ABC 19.06.08
KARL Kraus fue ante todo un genio de la lengua, como
demuestran su propia prosa y sus análisis de la ajena que muy frecuentemente se
convertían en minuciosa y autopsia de autores contemporáneos. Pero Kraus fue
también un malhumorado periodista que gozaba sin disimulo de desarrollar nuevas
fórmulas para expresar la irritación que le generaban su tiempo, su entorno,
sus contemporáneos y, ante todo, sus colegas. Guardo como un pequeño tesoro una
corta colección de números originales de su revista Die Fackel, en parte
encontrada en la biblioteca de mi padre y aumentada con números comprados a lo
largo de años en librerías de viejo en el sexto distrito de Viena. Un ejemplar
se lo regalé hace años al periodista español que probablemente mejor conoce y
representa el espíritu de Kraus, que es Arcadi Espada.
Kraus
era un periodista muy atípico, entre otras muchas cosas porque tenía dinero.
Hijo de un rico comerciante judío de Bohemia llegado a la capital de
Austria-Hungría en las postrimerías del XIX, se paseó por diversas facultades
sin pretender jamás licenciarse, dedicado fundamentalmente a la vida literaria
y disipada del café vienés y siempre financiado por negocios familiares de los
que jamás se ocupó.
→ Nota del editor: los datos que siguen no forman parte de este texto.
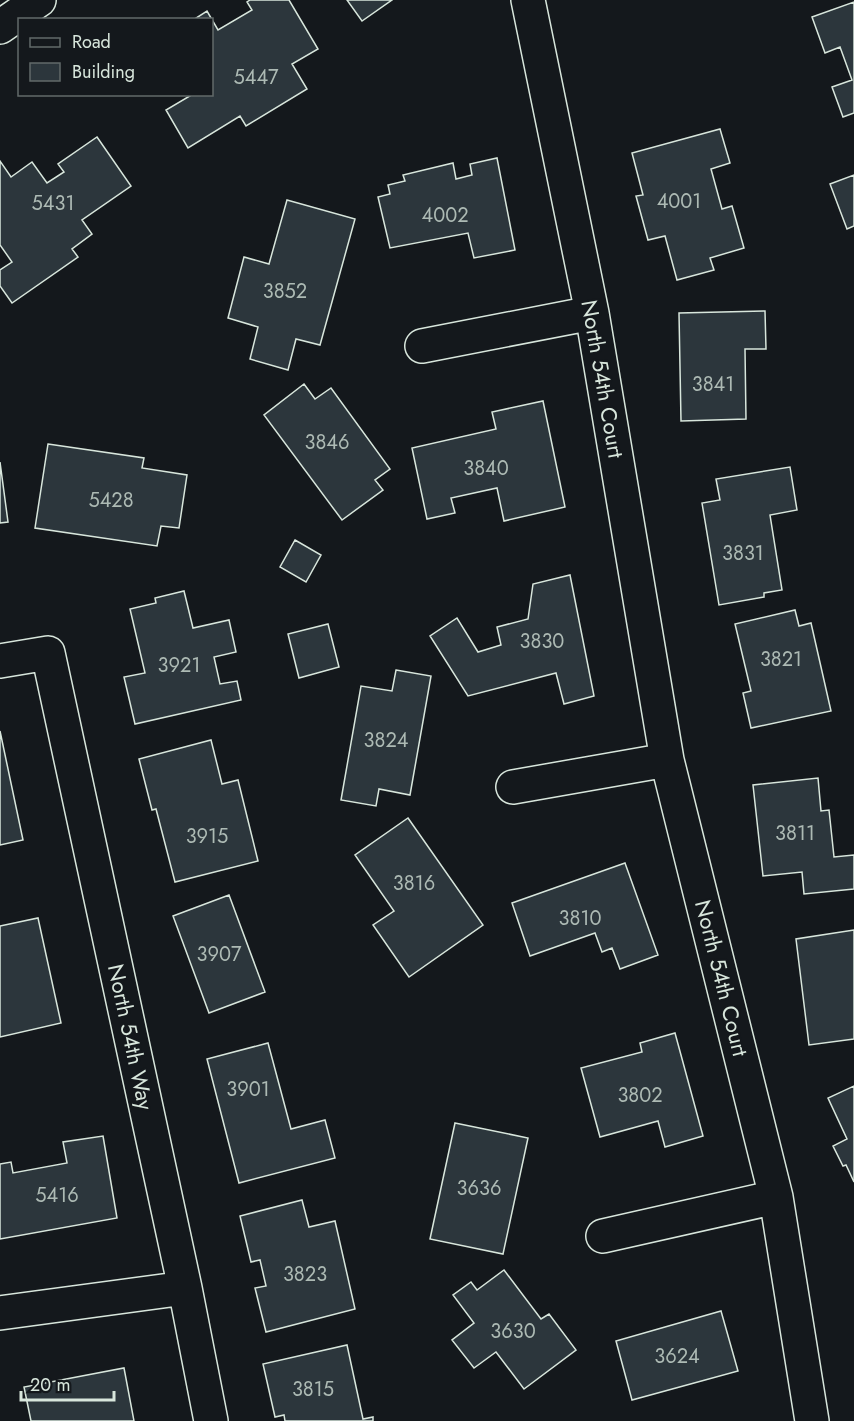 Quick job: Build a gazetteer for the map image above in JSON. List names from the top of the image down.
{
  "streets": {
    "street": ["North 54th Court", "North 54th Way"]
  },
  "house_numbers": [
    "5447",
    "4001",
    "5431",
    "4002",
    "3852",
    "3841",
    "3846",
    "3840",
    "5428",
    "3831",
    "3830",
    "3821",
    "3921",
    "3824",
    "3811",
    "3915",
    "3816",
    "3810",
    "3907",
    "3901",
    "3802",
    "3636",
    "5416",
    "3823",
    "3630",
    "3624",
    "3815"
  ],
  "legend": ["Road", "Building"],
  "scale_bar": "20 m"
}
Cuando se quemó el Café Griensteidl, templo de la bohemia, se
mudó, como Peter Altenberg, Felix Salten, Arthur Schnitzler y otras decenas de
escritores, periodistas, borrachos y charlatanes, al Café Central, que, por
cierto, pronto sería también guarida para dos buscavidas llamados Trotzky,
periodista, y Lenin, revolucionario a plena disposición, que jugaban allí al
ajedrez.
Aunque
escribió diversos libros notables, especialmente su drama teatral «Los últimos
días de la humanidad», Kraus es recordado sobre todo por su obra magna, que sin
duda fue «Die Fackel». De publicación irregular hasta la muerte del periodista
en 1936, esta revista se convirtió en un éxito sin precedentes que vendía
decenas de miles de ejemplares en todo el imperio a un público ávido de conocer
las trifulcas intelectuales de la corte y las críticas literarias, teatrales y
periodísticas, casi todas salidas de la propia pluma del editor.
Viene
al caso Kraus hoy aquí porque el panorama periodístico en el que nos vamos
sumiendo lenta pero inexorablemente comienza a parecerse a aquel coro monocorde
y cortesano tantas veces denunciado por Die Fackel. Porque nuestro mundo
mediático español puede ser muy amplio y lo es cada vez más, pero también en él
se han impuesto leyes no escritas que castigan a quienes intenten romper con la
corrección política que lleva consigo la aceptación de una supremacía
intelectual y moral supuestamente intangible. Hay muchas opiniones diversas
sobre acontecimientos y devenires, pero el miedo al conflicto con los
guardianes de la «hegemonía de la bondad cortesana», que aquí no se apiña
precisamente en torno al Rey, debe saber que será atacado al alimón por una
inmensa mayoría de miembros de la profesión, todos dispuestos a demostrar su
fidelidad a quienes tienen en sus manos los resortes del principal argumento,
que es el empleo. No hace falta estar de acuerdo con estilos y argumentos
quizás insufribles para considerar un espanto el espectáculo de toda una
profesión aplaudiendo la picota o peor condena a un colega. Todos saben que, de
haberse revuelto políticos insultados y vejados sistemáticamente por algunos
medios del Gran Hegemón, no se habrían aplicado los criterios que han llevado a
la sentencia contra un periodista radiofónico. Y que, en caso de haberse
aplicado, la picota parecería una fiesta periodística de esas que presiden
varios ministros. Igual que en la Viena fin de siècle.